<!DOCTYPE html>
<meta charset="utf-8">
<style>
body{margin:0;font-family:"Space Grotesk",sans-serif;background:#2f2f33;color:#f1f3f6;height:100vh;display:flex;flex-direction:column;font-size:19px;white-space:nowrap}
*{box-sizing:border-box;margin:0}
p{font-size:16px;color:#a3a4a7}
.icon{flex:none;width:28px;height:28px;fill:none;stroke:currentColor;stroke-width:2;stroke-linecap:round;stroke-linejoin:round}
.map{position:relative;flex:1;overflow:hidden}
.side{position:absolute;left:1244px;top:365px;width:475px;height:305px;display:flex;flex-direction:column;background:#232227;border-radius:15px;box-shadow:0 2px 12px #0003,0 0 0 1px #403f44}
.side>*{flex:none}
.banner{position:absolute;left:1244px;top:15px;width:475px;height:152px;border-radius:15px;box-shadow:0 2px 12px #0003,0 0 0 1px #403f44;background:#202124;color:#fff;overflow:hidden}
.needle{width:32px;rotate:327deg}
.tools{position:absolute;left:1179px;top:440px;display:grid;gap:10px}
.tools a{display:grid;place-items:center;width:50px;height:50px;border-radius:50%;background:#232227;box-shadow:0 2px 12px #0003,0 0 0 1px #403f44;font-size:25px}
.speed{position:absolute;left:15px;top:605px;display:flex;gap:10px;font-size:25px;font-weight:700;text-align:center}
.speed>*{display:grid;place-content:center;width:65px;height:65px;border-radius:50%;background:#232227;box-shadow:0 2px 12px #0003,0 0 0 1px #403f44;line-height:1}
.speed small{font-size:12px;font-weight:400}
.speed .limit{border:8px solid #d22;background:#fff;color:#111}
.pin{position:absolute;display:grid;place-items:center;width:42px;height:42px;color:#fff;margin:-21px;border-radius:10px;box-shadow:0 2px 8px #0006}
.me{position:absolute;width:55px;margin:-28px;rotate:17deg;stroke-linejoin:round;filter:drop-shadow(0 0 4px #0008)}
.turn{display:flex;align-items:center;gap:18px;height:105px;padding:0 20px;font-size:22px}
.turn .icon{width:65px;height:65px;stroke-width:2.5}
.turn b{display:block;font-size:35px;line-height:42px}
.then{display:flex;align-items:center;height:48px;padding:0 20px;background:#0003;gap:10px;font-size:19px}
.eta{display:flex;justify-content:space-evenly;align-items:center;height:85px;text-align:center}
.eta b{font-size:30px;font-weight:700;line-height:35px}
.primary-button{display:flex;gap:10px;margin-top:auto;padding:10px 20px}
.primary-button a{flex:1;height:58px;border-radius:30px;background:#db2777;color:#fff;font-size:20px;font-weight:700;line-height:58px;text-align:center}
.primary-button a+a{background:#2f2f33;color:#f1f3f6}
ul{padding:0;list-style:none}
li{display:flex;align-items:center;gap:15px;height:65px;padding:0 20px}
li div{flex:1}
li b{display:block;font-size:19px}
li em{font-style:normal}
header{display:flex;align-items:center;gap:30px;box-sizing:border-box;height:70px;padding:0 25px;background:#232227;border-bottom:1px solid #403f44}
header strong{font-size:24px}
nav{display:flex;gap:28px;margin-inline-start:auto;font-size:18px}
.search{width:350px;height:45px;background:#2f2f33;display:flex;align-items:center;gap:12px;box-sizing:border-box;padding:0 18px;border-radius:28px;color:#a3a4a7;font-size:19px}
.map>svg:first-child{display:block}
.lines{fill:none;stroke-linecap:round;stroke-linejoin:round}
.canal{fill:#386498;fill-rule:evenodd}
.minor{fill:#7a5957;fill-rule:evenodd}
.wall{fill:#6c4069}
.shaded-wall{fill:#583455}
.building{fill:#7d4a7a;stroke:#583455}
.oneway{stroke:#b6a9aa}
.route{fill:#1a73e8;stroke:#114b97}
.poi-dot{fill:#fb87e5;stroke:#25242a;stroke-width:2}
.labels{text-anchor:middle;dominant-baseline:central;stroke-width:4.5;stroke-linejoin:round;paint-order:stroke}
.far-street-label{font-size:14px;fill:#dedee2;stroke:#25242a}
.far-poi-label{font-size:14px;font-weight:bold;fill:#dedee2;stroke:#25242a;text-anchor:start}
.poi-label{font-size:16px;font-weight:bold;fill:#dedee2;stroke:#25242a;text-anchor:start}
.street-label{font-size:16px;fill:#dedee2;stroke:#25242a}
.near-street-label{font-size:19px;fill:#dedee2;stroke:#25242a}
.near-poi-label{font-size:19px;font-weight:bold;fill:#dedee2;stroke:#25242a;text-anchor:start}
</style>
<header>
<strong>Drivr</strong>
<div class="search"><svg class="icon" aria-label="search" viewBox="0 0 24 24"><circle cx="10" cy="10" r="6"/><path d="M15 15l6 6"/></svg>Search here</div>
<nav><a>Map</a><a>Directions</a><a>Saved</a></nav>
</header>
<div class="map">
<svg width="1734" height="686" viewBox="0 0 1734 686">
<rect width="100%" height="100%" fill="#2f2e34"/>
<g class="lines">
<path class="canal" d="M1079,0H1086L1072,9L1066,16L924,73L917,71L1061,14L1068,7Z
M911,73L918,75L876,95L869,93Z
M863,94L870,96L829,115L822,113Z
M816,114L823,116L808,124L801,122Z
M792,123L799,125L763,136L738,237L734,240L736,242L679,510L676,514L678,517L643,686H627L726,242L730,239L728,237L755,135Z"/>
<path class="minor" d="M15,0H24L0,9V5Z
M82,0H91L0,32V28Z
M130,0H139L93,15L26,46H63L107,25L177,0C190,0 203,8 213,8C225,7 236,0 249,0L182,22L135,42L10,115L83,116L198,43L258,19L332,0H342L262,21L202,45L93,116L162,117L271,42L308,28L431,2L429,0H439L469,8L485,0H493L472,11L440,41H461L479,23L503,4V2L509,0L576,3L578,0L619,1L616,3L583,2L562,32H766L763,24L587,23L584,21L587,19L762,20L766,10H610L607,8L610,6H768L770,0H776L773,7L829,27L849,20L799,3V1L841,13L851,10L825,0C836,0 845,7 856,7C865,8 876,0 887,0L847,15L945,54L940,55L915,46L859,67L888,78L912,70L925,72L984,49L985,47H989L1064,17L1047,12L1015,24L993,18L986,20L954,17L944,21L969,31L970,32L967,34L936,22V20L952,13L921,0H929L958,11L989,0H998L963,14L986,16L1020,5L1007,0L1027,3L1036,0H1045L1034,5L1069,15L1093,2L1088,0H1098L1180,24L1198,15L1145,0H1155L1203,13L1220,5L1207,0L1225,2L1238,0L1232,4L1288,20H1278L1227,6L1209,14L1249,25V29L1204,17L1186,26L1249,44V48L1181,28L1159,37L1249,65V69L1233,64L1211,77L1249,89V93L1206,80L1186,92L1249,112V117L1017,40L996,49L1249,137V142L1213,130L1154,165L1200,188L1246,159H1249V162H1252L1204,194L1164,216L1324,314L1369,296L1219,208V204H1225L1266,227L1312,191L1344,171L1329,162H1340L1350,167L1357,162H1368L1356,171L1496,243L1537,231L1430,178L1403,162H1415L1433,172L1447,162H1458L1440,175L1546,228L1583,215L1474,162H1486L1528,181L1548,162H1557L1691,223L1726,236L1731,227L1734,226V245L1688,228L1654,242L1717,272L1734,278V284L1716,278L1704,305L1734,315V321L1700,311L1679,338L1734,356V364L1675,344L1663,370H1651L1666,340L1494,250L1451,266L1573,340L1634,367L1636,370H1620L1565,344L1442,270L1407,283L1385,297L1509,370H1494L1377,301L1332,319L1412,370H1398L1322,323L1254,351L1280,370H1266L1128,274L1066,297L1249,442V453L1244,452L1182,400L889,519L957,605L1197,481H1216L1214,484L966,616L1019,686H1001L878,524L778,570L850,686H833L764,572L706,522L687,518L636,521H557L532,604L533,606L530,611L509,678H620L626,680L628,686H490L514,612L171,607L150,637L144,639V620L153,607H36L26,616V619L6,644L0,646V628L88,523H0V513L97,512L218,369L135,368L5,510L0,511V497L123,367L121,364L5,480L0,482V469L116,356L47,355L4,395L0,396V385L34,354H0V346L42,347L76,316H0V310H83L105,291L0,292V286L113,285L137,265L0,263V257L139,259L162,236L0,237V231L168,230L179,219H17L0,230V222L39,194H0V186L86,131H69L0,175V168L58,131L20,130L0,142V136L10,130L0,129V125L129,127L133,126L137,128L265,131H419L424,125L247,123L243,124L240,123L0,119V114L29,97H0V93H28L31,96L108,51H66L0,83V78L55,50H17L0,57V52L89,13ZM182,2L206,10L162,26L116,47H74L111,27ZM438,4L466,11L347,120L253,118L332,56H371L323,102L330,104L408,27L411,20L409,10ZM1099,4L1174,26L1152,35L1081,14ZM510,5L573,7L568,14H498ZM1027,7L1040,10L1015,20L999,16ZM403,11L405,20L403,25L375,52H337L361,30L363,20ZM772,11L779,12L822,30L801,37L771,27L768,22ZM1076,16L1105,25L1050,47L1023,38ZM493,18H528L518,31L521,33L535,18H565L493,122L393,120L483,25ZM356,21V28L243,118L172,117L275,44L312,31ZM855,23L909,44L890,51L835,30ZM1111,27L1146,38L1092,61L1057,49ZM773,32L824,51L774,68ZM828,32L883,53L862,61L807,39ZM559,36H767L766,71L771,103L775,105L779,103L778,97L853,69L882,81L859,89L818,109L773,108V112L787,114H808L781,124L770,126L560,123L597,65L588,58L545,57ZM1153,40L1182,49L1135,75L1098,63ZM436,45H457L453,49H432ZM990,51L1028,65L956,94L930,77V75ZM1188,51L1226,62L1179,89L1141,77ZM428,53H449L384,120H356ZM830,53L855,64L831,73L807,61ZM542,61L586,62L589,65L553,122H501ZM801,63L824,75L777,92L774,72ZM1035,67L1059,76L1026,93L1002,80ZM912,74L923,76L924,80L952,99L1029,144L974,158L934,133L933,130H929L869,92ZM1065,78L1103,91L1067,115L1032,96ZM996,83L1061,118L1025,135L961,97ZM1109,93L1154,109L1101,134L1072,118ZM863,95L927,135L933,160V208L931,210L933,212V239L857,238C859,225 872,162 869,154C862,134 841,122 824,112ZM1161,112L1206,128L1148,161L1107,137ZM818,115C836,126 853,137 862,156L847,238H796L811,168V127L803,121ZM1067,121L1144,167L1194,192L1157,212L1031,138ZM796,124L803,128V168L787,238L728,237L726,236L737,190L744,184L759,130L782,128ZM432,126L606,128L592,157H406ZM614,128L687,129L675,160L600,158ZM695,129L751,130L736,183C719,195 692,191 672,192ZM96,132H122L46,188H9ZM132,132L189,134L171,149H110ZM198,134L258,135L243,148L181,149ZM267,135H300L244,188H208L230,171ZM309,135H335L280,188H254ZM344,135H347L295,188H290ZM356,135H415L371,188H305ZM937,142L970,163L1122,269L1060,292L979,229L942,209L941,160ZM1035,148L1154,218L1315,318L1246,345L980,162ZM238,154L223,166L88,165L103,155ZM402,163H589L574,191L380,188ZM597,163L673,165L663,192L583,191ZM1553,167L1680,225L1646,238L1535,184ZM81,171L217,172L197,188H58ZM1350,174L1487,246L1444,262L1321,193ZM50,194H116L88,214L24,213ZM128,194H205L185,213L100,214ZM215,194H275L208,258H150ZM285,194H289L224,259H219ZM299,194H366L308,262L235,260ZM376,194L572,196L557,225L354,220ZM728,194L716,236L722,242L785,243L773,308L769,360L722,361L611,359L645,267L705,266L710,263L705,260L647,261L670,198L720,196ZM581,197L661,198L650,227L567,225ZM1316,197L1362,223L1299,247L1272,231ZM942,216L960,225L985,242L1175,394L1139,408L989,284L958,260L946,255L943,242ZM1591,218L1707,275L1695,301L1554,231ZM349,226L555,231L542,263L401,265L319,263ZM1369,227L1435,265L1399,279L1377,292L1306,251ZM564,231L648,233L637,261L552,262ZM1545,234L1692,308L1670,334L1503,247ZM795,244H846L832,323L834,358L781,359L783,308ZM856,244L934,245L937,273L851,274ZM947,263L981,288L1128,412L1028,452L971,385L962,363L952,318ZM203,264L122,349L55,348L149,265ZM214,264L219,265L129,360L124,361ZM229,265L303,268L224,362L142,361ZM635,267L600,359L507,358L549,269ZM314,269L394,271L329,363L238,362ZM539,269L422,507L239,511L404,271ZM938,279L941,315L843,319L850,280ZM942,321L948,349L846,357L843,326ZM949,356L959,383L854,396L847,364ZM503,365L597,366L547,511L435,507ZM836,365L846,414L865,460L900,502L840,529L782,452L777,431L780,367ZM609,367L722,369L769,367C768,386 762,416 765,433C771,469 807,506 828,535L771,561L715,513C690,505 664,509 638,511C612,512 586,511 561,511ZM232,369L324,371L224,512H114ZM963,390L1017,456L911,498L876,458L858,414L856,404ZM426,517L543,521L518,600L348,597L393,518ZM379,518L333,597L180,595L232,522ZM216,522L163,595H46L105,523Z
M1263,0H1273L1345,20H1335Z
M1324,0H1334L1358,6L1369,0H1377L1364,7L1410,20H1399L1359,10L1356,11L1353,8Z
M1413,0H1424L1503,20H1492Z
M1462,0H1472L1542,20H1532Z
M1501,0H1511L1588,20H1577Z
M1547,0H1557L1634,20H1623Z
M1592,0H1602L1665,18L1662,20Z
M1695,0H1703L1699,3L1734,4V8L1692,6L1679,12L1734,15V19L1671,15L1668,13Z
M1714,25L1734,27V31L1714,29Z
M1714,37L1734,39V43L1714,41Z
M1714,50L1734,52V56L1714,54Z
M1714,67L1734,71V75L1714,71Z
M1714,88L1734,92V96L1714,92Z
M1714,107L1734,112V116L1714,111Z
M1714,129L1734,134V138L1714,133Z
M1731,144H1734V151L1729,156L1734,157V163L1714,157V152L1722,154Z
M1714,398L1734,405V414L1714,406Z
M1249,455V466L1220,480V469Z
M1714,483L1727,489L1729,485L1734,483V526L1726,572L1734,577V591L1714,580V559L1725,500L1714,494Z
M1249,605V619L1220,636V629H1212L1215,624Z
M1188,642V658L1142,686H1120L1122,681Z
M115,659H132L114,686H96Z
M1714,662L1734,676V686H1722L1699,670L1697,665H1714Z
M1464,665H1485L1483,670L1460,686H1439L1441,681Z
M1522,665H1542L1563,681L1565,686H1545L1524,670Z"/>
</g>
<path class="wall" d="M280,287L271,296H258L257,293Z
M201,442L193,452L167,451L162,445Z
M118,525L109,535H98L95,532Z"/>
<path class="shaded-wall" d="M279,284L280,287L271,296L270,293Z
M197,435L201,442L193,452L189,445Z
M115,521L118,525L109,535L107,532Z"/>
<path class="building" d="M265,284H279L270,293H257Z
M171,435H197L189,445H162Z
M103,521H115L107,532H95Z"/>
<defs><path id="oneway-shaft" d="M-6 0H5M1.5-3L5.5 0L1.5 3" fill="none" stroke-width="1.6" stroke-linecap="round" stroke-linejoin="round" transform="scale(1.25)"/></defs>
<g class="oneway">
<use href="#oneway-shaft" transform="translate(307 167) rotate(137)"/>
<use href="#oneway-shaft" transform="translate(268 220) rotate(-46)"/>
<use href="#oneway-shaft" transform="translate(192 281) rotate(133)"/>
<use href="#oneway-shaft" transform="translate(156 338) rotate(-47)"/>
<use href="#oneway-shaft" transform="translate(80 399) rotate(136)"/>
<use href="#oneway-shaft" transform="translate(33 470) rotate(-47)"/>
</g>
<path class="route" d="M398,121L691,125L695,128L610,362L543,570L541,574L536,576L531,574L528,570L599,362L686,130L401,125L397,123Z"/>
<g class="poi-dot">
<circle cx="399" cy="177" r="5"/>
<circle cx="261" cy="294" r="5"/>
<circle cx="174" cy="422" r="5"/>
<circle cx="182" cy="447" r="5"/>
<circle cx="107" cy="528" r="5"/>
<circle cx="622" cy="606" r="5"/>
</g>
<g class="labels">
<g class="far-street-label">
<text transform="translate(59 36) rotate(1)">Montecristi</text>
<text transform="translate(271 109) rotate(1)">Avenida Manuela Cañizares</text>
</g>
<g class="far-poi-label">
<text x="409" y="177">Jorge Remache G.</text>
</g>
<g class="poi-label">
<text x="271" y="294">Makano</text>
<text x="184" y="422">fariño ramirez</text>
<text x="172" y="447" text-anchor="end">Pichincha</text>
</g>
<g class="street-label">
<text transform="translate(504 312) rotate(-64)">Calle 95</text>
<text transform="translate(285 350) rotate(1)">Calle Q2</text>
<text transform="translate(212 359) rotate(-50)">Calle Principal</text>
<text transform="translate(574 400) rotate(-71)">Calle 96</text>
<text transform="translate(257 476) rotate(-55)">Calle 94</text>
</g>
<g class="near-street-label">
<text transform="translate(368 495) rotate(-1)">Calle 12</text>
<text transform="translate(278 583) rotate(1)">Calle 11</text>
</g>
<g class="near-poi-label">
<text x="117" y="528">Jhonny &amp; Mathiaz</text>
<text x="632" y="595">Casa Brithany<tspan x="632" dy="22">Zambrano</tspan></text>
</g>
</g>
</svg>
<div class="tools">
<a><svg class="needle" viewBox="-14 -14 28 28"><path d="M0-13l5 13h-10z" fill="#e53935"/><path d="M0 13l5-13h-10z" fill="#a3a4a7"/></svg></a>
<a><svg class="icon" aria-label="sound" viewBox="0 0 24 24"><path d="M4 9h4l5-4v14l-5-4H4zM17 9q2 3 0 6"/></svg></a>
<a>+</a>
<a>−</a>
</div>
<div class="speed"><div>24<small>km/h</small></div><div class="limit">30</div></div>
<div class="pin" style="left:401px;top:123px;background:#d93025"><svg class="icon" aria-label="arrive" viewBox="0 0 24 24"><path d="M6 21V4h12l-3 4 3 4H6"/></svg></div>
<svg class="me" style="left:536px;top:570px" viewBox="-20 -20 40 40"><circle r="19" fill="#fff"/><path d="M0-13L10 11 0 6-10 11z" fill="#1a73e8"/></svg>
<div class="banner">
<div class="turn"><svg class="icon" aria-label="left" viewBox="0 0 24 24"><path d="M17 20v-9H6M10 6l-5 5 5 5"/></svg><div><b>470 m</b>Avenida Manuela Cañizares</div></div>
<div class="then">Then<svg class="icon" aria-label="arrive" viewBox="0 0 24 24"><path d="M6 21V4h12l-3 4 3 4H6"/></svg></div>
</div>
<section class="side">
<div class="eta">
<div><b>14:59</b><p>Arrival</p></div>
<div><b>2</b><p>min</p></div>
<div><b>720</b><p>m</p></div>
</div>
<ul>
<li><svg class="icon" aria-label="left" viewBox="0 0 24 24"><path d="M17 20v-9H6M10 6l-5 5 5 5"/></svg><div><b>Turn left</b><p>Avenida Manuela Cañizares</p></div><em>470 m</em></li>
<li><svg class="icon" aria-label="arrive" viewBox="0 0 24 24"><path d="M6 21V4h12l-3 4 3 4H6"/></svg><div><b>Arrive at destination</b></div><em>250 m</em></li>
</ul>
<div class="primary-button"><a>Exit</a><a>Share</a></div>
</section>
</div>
□ □ □ □ □
Exercise instructions:
Scan the data above and report each line in which "hidden" is present.

The completed task:
.map{position:relative;flex:1;overflow:hidden}
.banner{position:absolute;left:1244px;top:15px;width:475px;height:152px;border-radius:15px;box-shadow:0 2px 12px #0003,0 0 0 1px #403f44;background:#202124;color:#fff;overflow:hidden}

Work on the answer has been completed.